The government is seeking collective support from oil palm planters, millers, refiners and other downstream business owners to mandate the Malaysian Sustainable Palm Oil (MSPO) certification.

“The MSPO certification is currently voluntary and the way forward is to make it mandatory,” said Plantation Industries and Commodities Minister Datuk Seri Mah Siew Keong.

“I know making MSPO mandatory is tough and can be very costly for smallholders. The government assures the implementation of MSPO will be practical,” the minister said.

There are some 500,000 smallholders in Malaysia and Mah acknowledged getting all of them MSPO-certified is tough but necessary for the long-term prospects of the industry.

“Some planters have five acres, others have 10 acres under oil palm cultivation.
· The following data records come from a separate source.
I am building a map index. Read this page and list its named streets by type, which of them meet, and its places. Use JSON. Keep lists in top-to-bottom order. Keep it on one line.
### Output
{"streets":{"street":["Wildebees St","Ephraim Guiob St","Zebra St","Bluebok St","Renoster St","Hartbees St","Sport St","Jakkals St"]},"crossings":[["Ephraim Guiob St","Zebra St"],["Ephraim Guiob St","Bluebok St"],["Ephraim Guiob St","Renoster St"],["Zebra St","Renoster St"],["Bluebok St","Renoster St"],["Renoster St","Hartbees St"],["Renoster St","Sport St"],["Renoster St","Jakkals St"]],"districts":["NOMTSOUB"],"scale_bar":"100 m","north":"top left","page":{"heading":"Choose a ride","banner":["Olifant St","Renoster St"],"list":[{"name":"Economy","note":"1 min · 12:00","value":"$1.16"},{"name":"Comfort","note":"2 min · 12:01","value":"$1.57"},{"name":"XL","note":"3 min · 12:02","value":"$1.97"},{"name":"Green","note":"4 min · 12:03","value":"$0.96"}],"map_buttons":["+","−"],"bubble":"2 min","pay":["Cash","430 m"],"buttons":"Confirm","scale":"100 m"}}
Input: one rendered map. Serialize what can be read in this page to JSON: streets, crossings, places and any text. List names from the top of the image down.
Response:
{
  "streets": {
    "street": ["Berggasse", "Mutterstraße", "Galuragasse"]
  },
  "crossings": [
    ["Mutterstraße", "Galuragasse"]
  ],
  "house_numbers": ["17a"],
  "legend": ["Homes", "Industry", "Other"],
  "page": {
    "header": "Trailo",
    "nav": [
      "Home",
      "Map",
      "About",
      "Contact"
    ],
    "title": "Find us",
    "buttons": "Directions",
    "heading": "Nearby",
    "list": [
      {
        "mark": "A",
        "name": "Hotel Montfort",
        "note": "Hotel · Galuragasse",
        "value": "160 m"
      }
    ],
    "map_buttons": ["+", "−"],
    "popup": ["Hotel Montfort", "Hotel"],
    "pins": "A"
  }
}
We are looking at grouping them in clusters and having them certified collectively," he said.

“We shall work on getting the MSPO to gain international acceptance as the brand confirms palm oil is being produced on a balanced need of People, Profit and Planet.

“We shall also promote premium pricing for the value add that goes into this nationally certified palm oil,” he told reporters after opening an MSPO stakeholders meeting here today.

He explained the MSPO is essentially a reflection of an unified code of laws concerning best practices throughout the supply chain, from oil palm planting to palm oil processing.

It was first modelled in line with the principles of the World Trade Organisation (WTO) that promotes freer movement of goods and services.

The objective of the MSPO is to facilitate better palm oil market access through multilateral or bilateral free trade agreements with buyers.